D’autre part, un suivi rigoureux doit se faire pour que tous les projets tiers respectent les délais de transmission de leurs rapports techniques et financiers, en prélude de l’audit prévu en avril 2024.  Des dispositions rapides devront également être prises pour que les activités restantes soient efficacement déployées d’ici décembre 2024.

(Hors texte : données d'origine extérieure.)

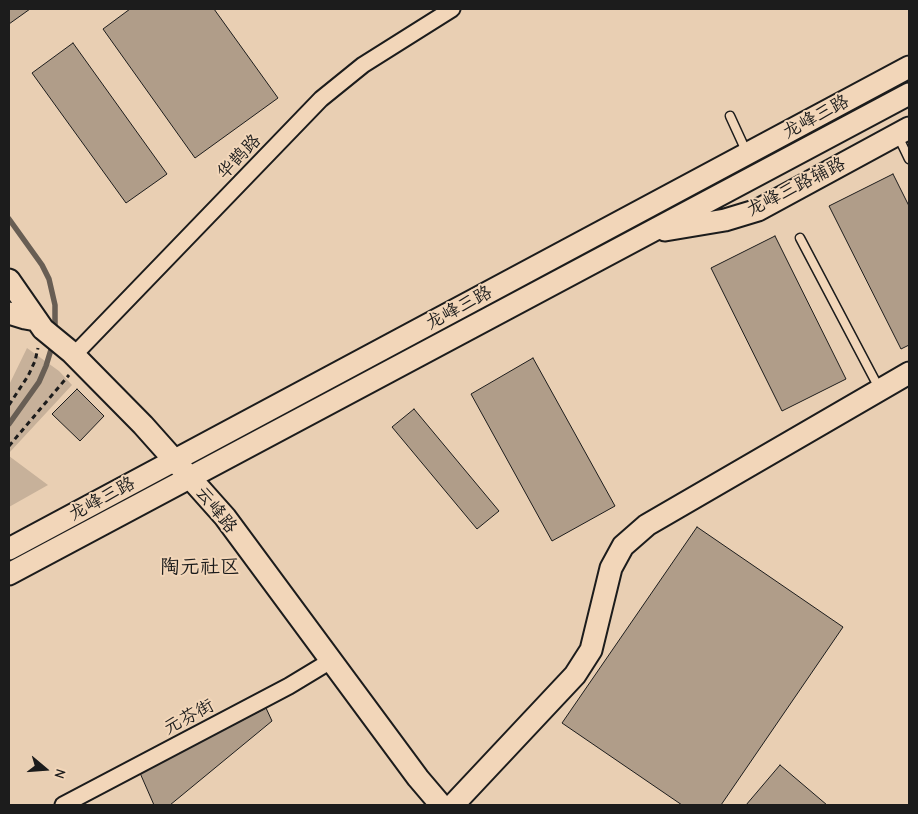 <!DOCTYPE html>
<meta charset="utf-8">
<style>
body{margin:0}
#map{position:relative;width:918px;height:814px;overflow:hidden;background:#e9cfb3;font-family:"Comic Neue",sans-serif}
canvas{display:block}
.frame{position:absolute;inset:0;border:10px solid #1c1c1c;pointer-events:none}
.north{position:absolute;left:20px;top:744px;width:50px;height:50px;-webkit-text-stroke:4px #f2d6b9;paint-order:stroke;rotate:108deg;font-size:14px;font-weight:700;line-height:20px;text-align:center;color:#1c1c1c}
.north::after{content:'';display:block;margin:auto;width:18px;height:22px;background:#1c1c1c;clip-path:polygon(50% 0,100% 100%,50% 72%,0 100%)}
</style>
<div id="map">
<canvas width="918" height="814"></canvas>
<div class="frame"></div>
<div class="north">N</div>
</div>
<script>
const context = document.querySelector('canvas').getContext('2d');
context.lineJoin = 'round';
function paint(path, color) { context.fillStyle = color; context.fill(path, 'evenodd'); }
const shape = rows => new Path2D(rows.map(r => 'M' + r).join(''));
function stroke(path, color, width, dash) { context.strokeStyle = color; context.lineWidth = width; context.lineCap = dash ? 'butt' : 'round'; context.setLineDash(dash || []); context.stroke(path); }
function drawText(font, color, halo, rows, align = 'center') {
  context.font = font + ' "Comic Neue","LXGW WenKai TC",sans-serif'; context.lineWidth = 4; context.setLineDash([]); context.textBaseline = 'middle'; context.strokeStyle = halo; context.fillStyle = color; for (const [text, x, y, turn = 0] of rows) {
    context.save(); context.translate(x, y); context.rotate((+turn || 0) * Math.PI / 180); context.textAlign = isNaN(turn) ? turn : align; if (halo) context.strokeText(text, 0, 0); context.fillText(text, 0, 0); context.restore();
  }
}
paint(shape([
 [27,348,59,371,72,385,9,453,9,385],
 [9,456,48,485,9,507]
]), '#c7b19a');
stroke(shape([
 [9,219,42,265,49,279,55,305,55,331],
 [9,424,39,382,46,366,53,343]
]), '#685e54', 5.5);
const building = shape([
 [9,9,30,9,9,24,9,9],
 [130,9,214,9,278,98,195,158,103,29,130,9],
 [73,43,167,174,126,203,32,73,73,43],
 [893,174,909,206,909,345,901,349,829,206,893,174],
 [775,236,846,379,782,411,711,268,775,236],
 [533,358,615,506,552,541,471,394,533,358],
 [77,389,104,416,80,441,52,414,77,389],
 [414,409,499,511,477,529,392,427,414,409],
 [697,527,843,627,721,805,682,805,562,723,697,527],
 [266,708,272,721,170,805,154,805,140,773,266,708],
 [780,765,827,805,746,805,780,765]
]);
paint(building, '#b09d89');
stroke(building, '#1c1c1c', 1);
const lane = shape([
 [730,116,747,153],
 [898,136,909,159],
 [800,238,879,388]
]);
const street = shape([
 [74,355,321,99,363,65,452,9],
 [63,805,289,686,332,660]
]);
const secondary = shape([
 [665,230,725,220,758,210,909,128],
 [9,280,43,329,71,352,143,425,225,517,418,778,441,805],
 [9,313,25,318,36,320],
 [9,549,909,67],
 [9,574,909,94],
 [453,805,575,675,591,650,611,568,623,546,647,525,909,373]
]);
stroke(lane, '#1c1c1c', 11);
stroke(street, '#1c1c1c', 19);
stroke(secondary, '#1c1c1c', 25);
stroke(shape([
 [9,405,28,376,35,361,38,348],
 [9,446,69,375]
]), '#1c1c1c', 3, [5, 4]);
stroke(lane, '#f2d6b9', 8);
stroke(street, '#f2d6b9', 15);
stroke(secondary, '#f2d6b9', 21);
drawText('18px', '#1c1c1c', '#f2d6b9', [
 ["龙峰三路",816,117,-28],
 ["华鹊路",239,157,-46],
 ["龙峰三路辅路",796,187,-27],
 ["龙峰三路",459,308,-28],
 ["龙峰三路",102,499,-28],
 ["云峰路",216,510,51],
 ["元芬街",189,717,-28]
]);
drawText('20px', '#1c1c1c', '#f2d6b9', [
 ["陶元社区",200,567]
]);
</script>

Par ailleurs, les organisations institutionnelles au Cameroun et en RDC ont profité de cette revue annuelle pour réitérer leur sollicitude au PDTIE. De son côté, Laure Dutaur, de l’Unité d’assistance technique du Programme Recherche & Innovation de l’OEACP, a félicité le PDTIE pour les efforts consentis dans l’atteinte des objectifs, tout en rappelant le timing qui devient très serré ainsi que quelques exigences contractuelles de l’OEACP et de l’Union européenne en matière de visibilité que les projets tiers doivent garder à l’esprit.

 

Pour conclure les travaux de cette revue annuelle 2023, Madame Cécile Martin-Phipps, Directrice de l’IFDD, a félicité et encouragé le PDTIE et ses projets tiers. Bien que quelques difficultés soient rencontrées, le cap doit être maintenu pour ce projet révélateur pour la francophonie qui a d’ailleurs envisagé un autre projet pour le bassin du Congo d’un budget de 4,7 millions d’euro, dans six pays, de 2024 à 2027. Elle a ainsi rappelé à tous les partenaires que la Francophonie continuera d’être à leurs côtés.